[Saved entries]

▼

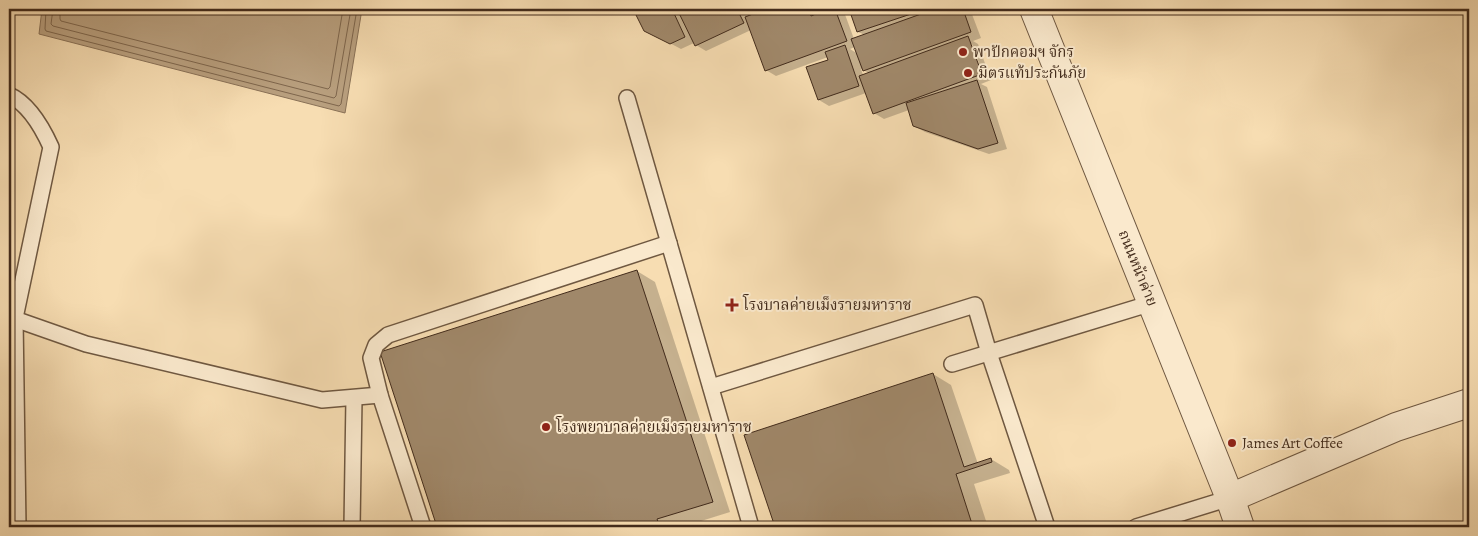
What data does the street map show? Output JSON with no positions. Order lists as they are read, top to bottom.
{
  "streets": {
    "street": ["ถนนหน้าค่าย"]
  },
  "places": {
    "other": [
      "พาปักคอมฯ จักร",
      "มิตรแท้ประกันภัย",
      "โรงพยาบาลค่ายเม็งรายมหาราช",
      "James Art Coffee"
    ],
    "health": ["โรงบาลค่ายเม็งรายมหาราช"]
  }
}
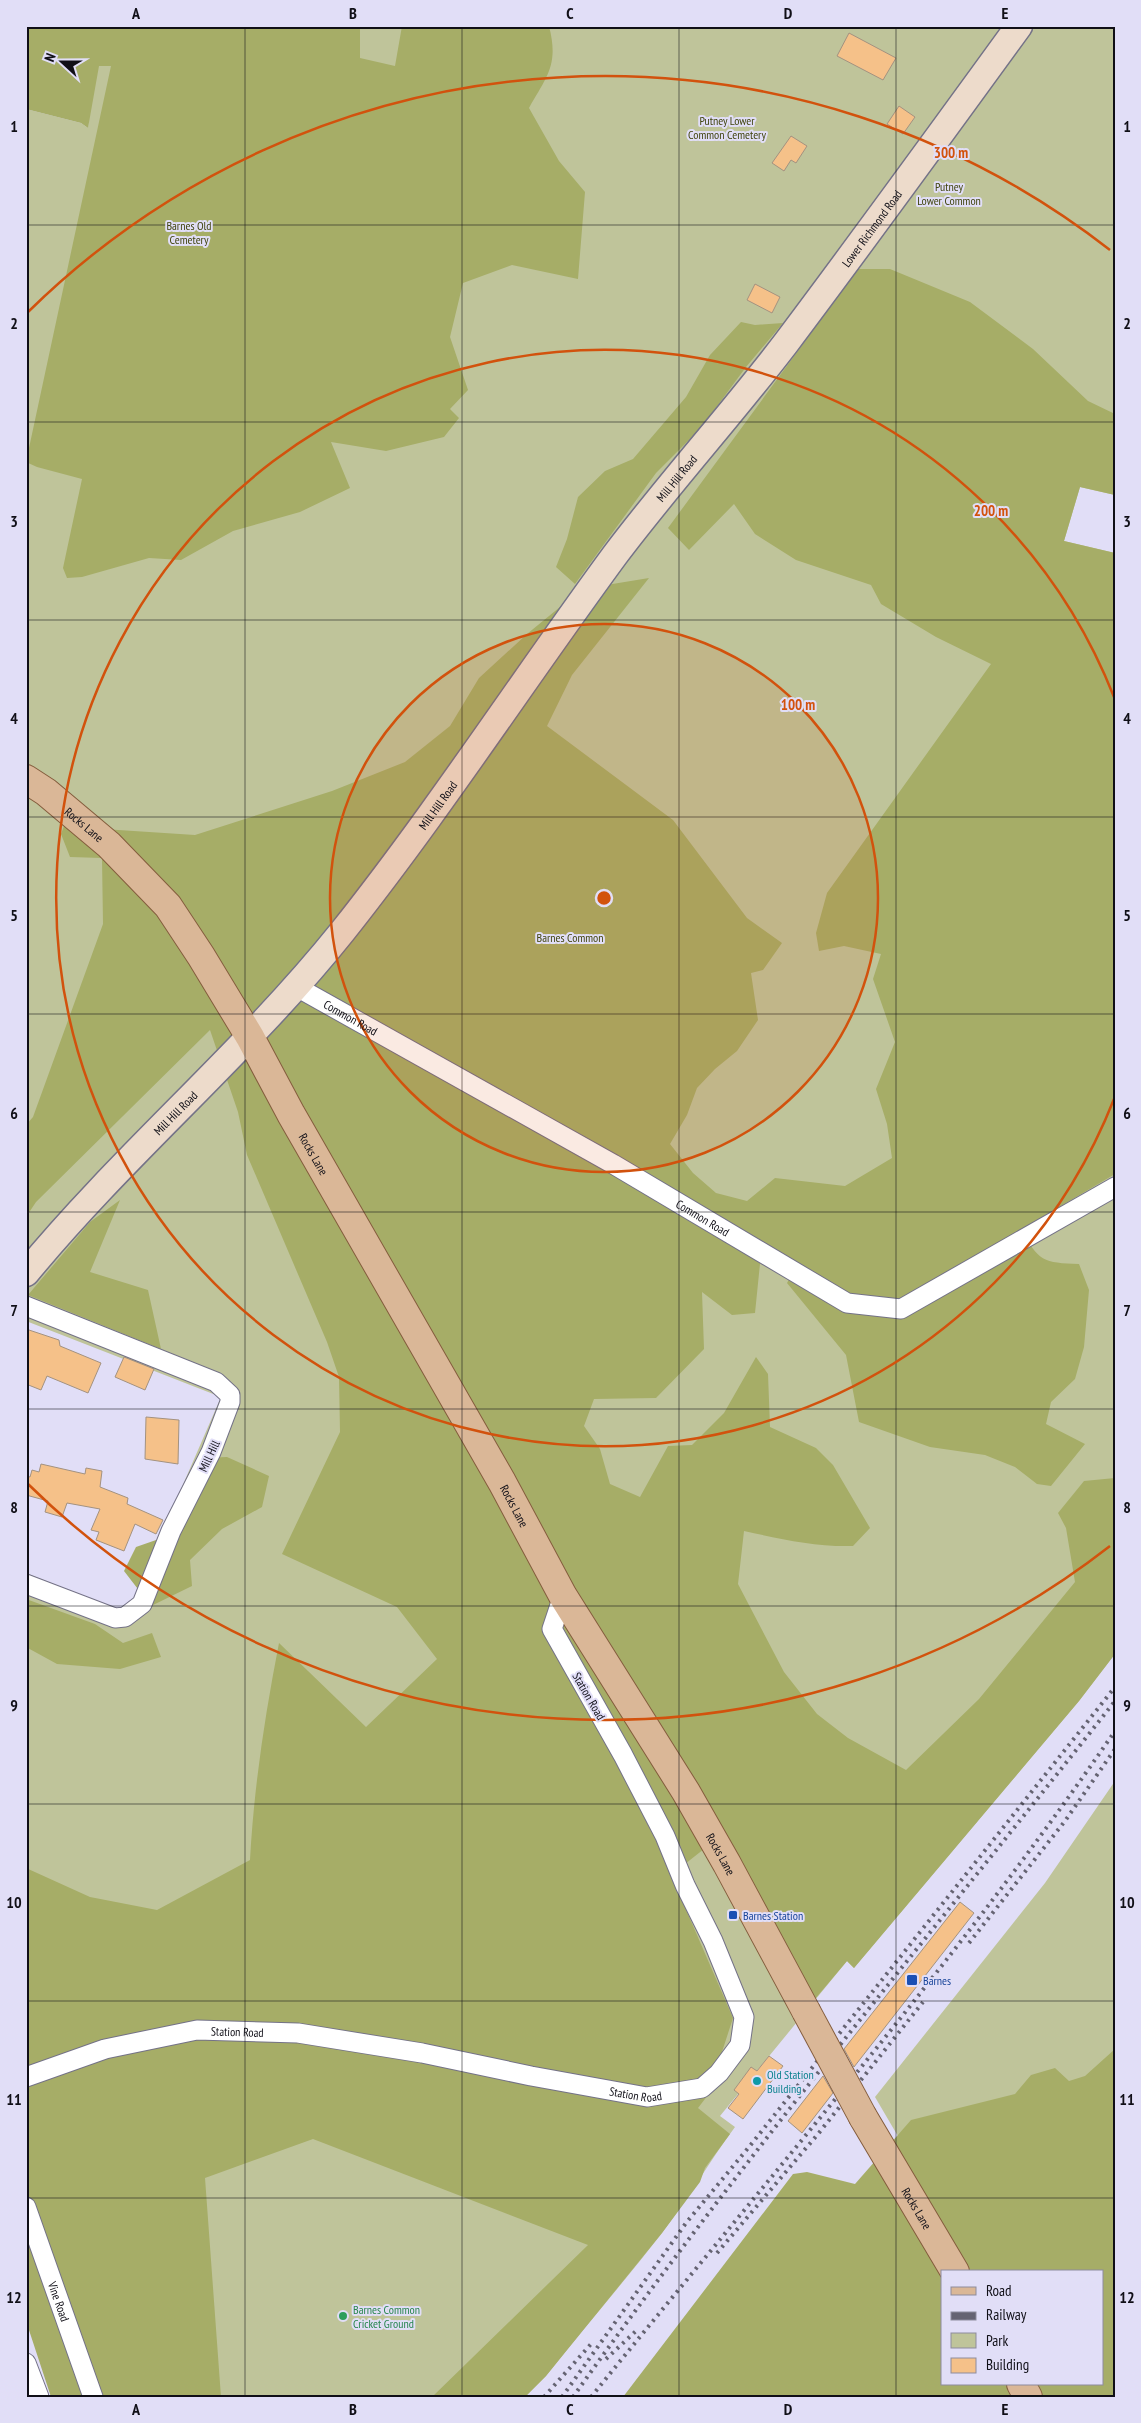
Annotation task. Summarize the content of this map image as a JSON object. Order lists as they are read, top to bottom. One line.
{"streets":{"main road":["Lower Richmond Road","Mill Hill Road","Rocks Lane"],"street":["Common Road","Mill Hill","Station Road","Vine Road"]},"crossings":[["Lower Richmond Road","Mill Hill Road"],["Mill Hill Road","Rocks Lane"],["Mill Hill Road","Common Road"],["Rocks Lane","Station Road"]],"parks":["Putney Lower Common Cemetery","Putney Lower Common","Barnes Old Cemetery","Barnes Common"],"places":{"transit":["Barnes Station","Barnes"],"other":["Old Station Building","Barnes Common Cricket Ground"]},"legend":["Road","Railway","Park","Building"],"north":"left","grid":{"columns":["A","B","C","D","E"],"rows":["1","2","3","4","5","6","7","8","9","10","11","12"]},"rings":["300 m","200 m","100 m"]}
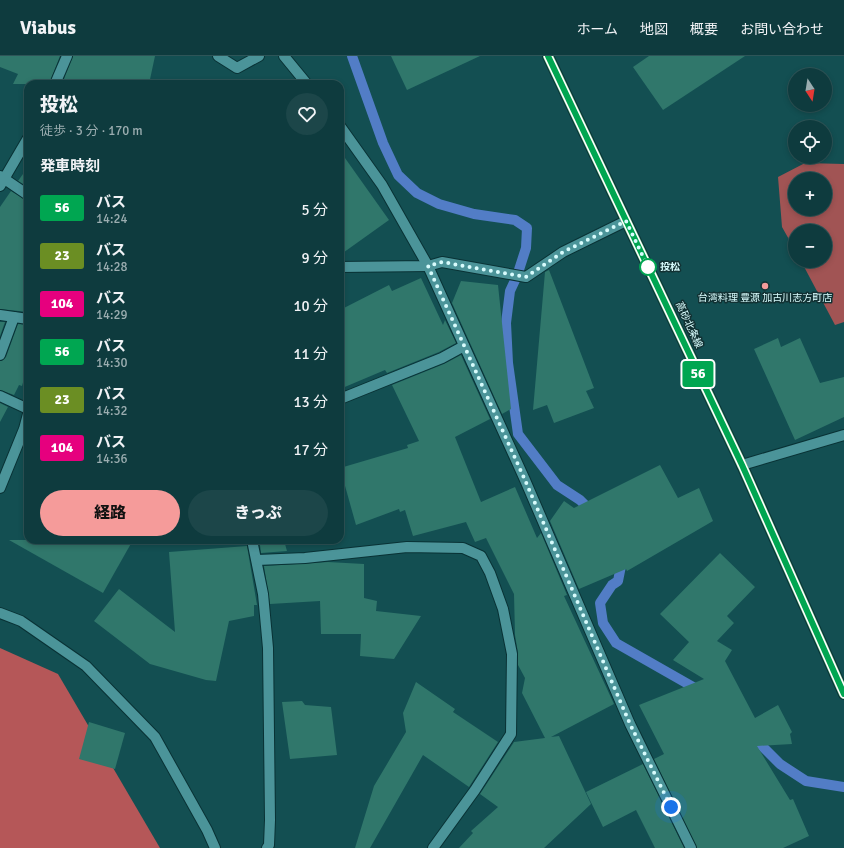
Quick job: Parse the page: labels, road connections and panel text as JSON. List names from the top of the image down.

▲

# [Work instructions]
Every entry above should be given again exactly, with no images included.

# [Final answer]
What data does the street map show? Output JSON with no positions. Order lists as they are read, top to bottom.
{
  "streets": {
    "street": ["ถนนหน้าค่าย"]
  },
  "places": {
    "other": [
      "พาปักคอมฯ จักร",
      "มิตรแท้ประกันภัย",
      "โรงพยาบาลค่ายเม็งรายมหาราช",
      "James Art Coffee"
    ],
    "health": ["โรงบาลค่ายเม็งรายมหาราช"]
  }
}
Annotation task. Summarize the content of this map image as a JSON object. Order lists as they are read, top to bottom. One line.
{"streets":{"main road":["Lower Richmond Road","Mill Hill Road","Rocks Lane"],"street":["Common Road","Mill Hill","Station Road","Vine Road"]},"crossings":[["Lower Richmond Road","Mill Hill Road"],["Mill Hill Road","Rocks Lane"],["Mill Hill Road","Common Road"],["Rocks Lane","Station Road"]],"parks":["Putney Lower Common Cemetery","Putney Lower Common","Barnes Old Cemetery","Barnes Common"],"places":{"transit":["Barnes Station","Barnes"],"other":["Old Station Building","Barnes Common Cricket Ground"]},"legend":["Road","Railway","Park","Building"],"north":"left","grid":{"columns":["A","B","C","D","E"],"rows":["1","2","3","4","5","6","7","8","9","10","11","12"]},"rings":["300 m","200 m","100 m"]}
Quick job: Parse the page: labels, road connections and panel text as JSON. List names from the top of the image down.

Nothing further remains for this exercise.